E allora, come si supera l’esame ICF PCC? Di strada in salita ne hai già fatta parecchia: ore di teoria, altre ore di pratica di coaching, e adesso questo. L’ICF pubblica una manciata di domande di esempio, ma sembrano sempre le stesse, in giro ormai da anni. Le studiamo in cerca di schemi e scorciatoie, di qualunque cosa possa aiutarci a decifrare il codice. Serve, ma non sembra mai davvero abbastanza. Forse non lo sarà mai. E non c’è niente di male ad arrivare a un esame un po’ nervosi. Siamo nervosi perché ci teniamo. Quindi cosa resta?
Ti serve una padronanza vera dei materiali: le competenze fondamentali e l’etica. Conoscile, e conoscile bene. Massima trasparenza: io trovo l’etica ICF, e soprattutto le linee guida che l’accompagnano, dense ed esigenti. Il che forse dice tanto del mio voler capire ogni minimo dettaglio senza sforzo quanto dei documenti in sé. In ogni caso, per questo esame di scorciatoie non ce ne sono molte.
Oltre a conoscere l’etica e le competenze fondamentali, e intendo assorbirle, capirne davvero l’essenza, ti alleni a rispondere alle domande, e nella forma in cui sai che verrai messo alla prova all’esame. È come il coaching vero? Forse no. Ma è vicino al tipo di incertezza in cui dovrai vivere, e già vivi, come coach. Lavori sugli scenari e usi il tuo giudizio per decidere qual è la risposta migliore.

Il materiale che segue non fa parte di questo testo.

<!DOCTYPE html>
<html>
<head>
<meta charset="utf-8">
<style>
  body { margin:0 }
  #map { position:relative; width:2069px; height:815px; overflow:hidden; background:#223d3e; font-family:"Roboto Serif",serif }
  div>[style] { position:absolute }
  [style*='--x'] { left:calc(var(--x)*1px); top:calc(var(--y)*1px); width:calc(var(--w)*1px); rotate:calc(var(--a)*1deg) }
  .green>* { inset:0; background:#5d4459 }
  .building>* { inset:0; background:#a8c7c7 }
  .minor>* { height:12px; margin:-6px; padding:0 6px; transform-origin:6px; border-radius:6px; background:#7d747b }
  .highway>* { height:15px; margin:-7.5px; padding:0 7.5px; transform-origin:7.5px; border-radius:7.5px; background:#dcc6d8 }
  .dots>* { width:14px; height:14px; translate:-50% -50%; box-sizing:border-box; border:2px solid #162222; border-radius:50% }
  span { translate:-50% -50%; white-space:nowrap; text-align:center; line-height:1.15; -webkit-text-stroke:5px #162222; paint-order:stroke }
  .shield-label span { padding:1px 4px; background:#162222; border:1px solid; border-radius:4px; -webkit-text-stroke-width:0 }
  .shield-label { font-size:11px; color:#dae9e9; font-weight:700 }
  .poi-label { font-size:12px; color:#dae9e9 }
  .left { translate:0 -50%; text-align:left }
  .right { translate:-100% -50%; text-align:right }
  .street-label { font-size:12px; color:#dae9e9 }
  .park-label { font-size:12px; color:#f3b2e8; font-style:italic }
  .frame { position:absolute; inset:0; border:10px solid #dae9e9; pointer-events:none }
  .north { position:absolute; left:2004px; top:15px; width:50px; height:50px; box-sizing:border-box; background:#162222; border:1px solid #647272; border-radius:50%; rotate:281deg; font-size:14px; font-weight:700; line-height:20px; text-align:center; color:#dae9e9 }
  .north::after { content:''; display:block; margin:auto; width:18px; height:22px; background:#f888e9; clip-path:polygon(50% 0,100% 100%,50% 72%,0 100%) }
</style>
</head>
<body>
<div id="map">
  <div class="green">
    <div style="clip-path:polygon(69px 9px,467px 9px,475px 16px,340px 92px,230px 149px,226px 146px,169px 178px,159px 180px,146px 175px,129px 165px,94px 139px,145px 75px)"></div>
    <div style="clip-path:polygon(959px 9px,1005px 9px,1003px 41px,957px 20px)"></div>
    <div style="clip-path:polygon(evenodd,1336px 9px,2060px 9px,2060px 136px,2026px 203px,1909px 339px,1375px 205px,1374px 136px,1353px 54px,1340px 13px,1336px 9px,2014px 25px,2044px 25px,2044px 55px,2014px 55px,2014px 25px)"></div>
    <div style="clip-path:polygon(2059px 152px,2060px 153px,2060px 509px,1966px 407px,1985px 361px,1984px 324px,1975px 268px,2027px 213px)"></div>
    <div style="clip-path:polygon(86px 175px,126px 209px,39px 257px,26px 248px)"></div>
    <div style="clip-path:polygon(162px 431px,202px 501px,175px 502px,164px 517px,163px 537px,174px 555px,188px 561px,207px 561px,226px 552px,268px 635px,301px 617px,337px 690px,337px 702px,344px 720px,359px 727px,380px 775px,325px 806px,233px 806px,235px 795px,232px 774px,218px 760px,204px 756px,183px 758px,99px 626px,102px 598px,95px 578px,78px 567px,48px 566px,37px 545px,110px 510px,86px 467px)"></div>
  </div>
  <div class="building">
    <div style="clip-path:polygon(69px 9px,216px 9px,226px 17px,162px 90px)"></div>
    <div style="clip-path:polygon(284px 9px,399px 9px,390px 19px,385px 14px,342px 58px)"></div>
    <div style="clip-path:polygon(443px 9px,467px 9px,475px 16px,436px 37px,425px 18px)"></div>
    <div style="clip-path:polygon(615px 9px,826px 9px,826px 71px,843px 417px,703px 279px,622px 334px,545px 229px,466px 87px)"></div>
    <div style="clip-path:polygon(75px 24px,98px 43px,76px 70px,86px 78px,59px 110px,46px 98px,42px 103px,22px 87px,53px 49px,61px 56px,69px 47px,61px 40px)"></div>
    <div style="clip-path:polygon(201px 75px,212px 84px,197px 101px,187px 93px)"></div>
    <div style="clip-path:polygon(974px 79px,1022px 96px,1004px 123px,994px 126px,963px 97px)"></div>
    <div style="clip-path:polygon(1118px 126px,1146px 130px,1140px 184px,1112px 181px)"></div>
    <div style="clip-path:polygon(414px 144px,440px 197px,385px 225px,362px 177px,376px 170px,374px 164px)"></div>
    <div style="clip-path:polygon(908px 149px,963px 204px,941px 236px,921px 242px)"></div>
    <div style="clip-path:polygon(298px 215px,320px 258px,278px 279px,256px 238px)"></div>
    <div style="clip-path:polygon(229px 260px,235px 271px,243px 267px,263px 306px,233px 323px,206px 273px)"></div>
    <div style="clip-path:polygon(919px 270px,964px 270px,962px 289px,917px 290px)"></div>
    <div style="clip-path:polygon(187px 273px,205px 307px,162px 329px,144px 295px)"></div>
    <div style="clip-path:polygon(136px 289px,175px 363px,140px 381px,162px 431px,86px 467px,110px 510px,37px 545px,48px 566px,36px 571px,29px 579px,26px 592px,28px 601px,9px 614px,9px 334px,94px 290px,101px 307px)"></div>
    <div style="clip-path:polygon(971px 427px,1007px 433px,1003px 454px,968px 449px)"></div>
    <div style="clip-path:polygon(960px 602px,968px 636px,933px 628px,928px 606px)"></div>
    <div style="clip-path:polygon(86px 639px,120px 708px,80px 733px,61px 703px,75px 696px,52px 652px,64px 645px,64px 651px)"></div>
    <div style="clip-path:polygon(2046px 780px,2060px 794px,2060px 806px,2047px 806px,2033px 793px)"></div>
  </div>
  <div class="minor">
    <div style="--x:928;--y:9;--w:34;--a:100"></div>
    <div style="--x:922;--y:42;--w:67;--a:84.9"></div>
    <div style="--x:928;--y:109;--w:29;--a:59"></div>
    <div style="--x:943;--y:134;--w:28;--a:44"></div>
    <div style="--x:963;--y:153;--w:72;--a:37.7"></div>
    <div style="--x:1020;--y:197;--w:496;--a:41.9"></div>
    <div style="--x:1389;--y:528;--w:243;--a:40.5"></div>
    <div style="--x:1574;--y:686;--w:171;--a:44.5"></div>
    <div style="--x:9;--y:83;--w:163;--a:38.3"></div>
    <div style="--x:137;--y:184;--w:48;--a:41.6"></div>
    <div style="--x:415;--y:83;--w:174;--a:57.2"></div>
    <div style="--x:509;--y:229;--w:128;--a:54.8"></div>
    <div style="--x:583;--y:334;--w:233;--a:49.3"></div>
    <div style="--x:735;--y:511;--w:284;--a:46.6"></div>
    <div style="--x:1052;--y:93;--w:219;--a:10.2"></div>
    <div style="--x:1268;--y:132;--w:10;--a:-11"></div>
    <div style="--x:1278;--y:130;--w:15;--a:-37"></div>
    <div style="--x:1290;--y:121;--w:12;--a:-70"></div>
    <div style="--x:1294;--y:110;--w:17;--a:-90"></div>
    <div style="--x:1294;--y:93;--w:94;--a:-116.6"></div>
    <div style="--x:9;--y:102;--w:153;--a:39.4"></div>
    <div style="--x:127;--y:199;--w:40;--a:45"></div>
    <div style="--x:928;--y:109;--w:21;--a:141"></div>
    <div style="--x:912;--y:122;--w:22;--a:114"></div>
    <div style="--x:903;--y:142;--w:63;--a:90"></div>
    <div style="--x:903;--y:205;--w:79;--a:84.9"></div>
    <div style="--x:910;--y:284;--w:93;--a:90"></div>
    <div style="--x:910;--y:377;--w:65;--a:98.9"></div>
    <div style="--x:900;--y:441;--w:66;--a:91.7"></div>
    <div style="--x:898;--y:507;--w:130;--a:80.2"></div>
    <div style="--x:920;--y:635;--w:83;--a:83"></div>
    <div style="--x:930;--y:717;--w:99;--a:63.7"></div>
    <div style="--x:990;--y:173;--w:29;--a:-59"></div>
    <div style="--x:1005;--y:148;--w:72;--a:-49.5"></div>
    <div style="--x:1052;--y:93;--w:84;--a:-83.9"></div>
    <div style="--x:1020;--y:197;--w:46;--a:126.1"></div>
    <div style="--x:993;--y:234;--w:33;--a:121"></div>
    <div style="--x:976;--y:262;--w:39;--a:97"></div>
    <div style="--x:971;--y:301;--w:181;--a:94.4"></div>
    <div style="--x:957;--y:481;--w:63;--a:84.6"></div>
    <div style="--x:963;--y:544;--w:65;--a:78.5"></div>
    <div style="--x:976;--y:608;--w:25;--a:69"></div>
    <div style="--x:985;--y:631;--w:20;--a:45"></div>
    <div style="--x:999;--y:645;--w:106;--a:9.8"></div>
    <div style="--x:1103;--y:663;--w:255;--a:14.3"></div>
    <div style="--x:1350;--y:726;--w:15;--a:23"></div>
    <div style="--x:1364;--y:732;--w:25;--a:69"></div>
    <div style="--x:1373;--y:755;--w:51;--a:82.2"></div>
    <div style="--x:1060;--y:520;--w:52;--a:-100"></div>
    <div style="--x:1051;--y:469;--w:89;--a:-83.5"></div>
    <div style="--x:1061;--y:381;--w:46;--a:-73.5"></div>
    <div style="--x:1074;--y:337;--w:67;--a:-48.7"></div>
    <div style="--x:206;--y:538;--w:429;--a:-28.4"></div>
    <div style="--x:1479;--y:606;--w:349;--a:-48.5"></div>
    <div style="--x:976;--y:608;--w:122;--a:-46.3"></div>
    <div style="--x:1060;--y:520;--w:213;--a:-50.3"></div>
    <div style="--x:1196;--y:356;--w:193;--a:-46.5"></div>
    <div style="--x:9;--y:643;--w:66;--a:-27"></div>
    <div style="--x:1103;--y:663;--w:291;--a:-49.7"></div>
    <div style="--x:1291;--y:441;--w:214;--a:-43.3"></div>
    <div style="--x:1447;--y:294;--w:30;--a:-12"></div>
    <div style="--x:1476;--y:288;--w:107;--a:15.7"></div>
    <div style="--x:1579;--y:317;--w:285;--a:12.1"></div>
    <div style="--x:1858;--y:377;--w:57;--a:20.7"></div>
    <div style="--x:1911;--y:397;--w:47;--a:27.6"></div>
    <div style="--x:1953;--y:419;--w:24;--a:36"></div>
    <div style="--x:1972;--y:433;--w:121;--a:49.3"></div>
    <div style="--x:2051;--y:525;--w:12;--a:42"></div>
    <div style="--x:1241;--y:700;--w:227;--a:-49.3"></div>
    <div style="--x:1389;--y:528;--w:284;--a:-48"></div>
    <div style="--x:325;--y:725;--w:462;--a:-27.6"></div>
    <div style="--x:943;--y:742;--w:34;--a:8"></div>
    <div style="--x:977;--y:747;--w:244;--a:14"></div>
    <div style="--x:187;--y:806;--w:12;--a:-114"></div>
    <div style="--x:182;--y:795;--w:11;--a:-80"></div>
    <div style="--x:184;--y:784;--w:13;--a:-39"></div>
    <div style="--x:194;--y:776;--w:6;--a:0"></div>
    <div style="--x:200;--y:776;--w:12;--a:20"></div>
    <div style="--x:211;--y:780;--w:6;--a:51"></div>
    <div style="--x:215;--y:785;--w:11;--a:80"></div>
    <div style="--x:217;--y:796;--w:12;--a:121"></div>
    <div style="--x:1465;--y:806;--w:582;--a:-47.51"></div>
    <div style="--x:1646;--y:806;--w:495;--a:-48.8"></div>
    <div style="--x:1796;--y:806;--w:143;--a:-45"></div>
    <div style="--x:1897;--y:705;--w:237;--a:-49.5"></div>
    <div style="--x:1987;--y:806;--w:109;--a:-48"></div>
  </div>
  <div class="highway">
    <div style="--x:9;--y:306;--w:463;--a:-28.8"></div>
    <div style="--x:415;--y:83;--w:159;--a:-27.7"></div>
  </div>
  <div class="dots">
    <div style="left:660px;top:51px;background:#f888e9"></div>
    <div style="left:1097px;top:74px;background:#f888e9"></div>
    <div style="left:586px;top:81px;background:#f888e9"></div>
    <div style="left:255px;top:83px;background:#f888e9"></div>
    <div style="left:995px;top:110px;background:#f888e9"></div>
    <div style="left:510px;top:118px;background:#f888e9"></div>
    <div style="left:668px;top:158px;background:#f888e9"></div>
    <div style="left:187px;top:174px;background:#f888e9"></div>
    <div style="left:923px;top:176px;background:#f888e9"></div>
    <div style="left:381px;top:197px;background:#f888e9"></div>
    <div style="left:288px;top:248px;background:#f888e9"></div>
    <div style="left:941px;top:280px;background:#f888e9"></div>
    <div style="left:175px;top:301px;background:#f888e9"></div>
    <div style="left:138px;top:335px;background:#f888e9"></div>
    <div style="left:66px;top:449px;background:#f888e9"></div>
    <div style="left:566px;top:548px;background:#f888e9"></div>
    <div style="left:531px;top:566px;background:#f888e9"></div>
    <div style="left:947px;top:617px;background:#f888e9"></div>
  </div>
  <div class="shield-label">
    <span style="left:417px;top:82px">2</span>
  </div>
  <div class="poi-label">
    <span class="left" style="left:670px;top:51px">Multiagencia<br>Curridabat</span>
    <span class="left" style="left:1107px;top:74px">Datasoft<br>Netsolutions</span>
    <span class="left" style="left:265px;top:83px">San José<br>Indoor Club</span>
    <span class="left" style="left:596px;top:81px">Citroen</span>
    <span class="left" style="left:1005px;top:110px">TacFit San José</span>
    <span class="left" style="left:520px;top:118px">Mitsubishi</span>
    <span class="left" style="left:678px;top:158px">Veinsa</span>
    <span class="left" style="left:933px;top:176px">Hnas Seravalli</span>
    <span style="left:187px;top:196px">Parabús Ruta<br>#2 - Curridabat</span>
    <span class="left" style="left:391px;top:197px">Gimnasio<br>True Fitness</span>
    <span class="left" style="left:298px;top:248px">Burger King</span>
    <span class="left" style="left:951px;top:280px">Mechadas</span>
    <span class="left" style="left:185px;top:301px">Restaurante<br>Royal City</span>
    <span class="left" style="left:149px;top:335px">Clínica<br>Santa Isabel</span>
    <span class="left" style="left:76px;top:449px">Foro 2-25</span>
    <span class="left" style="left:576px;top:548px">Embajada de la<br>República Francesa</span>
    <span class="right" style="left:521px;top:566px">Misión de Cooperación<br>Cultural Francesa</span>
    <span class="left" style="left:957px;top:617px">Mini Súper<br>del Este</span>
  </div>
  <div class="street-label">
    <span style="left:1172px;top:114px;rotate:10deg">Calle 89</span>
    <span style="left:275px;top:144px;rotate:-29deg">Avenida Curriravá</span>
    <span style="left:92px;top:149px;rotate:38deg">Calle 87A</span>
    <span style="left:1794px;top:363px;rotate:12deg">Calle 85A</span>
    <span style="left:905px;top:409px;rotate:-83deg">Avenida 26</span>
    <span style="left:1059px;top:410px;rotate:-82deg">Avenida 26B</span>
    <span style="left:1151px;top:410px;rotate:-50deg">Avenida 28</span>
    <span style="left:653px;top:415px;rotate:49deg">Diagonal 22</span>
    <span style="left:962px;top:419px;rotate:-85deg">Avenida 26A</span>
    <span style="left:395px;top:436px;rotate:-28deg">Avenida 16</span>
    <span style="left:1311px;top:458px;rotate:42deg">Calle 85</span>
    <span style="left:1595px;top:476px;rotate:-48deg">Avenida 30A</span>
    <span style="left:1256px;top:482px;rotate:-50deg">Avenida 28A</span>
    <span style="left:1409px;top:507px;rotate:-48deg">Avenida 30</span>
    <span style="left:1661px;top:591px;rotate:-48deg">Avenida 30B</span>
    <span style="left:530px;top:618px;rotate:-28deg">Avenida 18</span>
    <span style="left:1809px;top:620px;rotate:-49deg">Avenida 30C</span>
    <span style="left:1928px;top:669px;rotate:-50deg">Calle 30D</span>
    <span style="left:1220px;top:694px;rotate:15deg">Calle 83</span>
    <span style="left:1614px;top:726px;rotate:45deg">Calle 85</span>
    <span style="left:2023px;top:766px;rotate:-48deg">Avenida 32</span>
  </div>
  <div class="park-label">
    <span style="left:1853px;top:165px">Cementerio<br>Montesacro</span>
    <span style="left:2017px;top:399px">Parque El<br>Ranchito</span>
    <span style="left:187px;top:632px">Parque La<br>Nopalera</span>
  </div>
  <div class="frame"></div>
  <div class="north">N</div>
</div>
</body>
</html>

Per esercitarmi, la risorsa migliore che ho trovato sono state le simulazioni d’esame della piattaforma ExpertCoach.Co. Non dirò che è stato facile, e in questo c’era un certo conforto: mi sembrava di essere messo alla prova sul serio. Ho trovato particolarmente utili le spiegazioni delle opzioni, per affinare la mia capacità di interpretare gli scenari. Non ci ho azzeccato ogni volta. Per loro natura, e per la natura del coaching, le risposte non sono né bianche né nere.
Spesso non esiste un’unica cosa giusta da fare, ma solo un “modo migliore” (e uno peggiore, se ti stanno valutando anche a livello PCC) date le circostanze. Non è così anche la vita?
Di tanto in tanto l’ICF aggiornerà le competenze fondamentali e l’etica, non perché i principi di fondo cambieranno molto, ma perché la nostra comprensione e la nostra interpretazione si sposteranno un po’ con il tempo. Provare a fare sempre tutto giusto è impossibile, come è inevitabile che sia in una disciplina centrata sull’essere umano. È lì che sta il potere del coaching: non tutti vedono le cose allo stesso modo. Questo vive, e deve vivere, dentro tutto ciò.
Impara a vivere nella zona grigia, come già fai da coach là fuori nel mondo. Mettiti il più possibile a tuo agio nel “non sapere”. Conosci le tue competenze fondamentali, conosci la tua etica (sì, anche quelle linee guida dense), ed esercitati su scenari d’esame da una fonte affidabile finché non ti senti pronto quanto ragionevolmente puoi. L’esame è un modo strano, un po’ innaturale, di attingere al tuo istinto di coach, e la familiarità smussa gli spigoli. Poi fidati della tua preparazione e respira. Ce la puoi fare.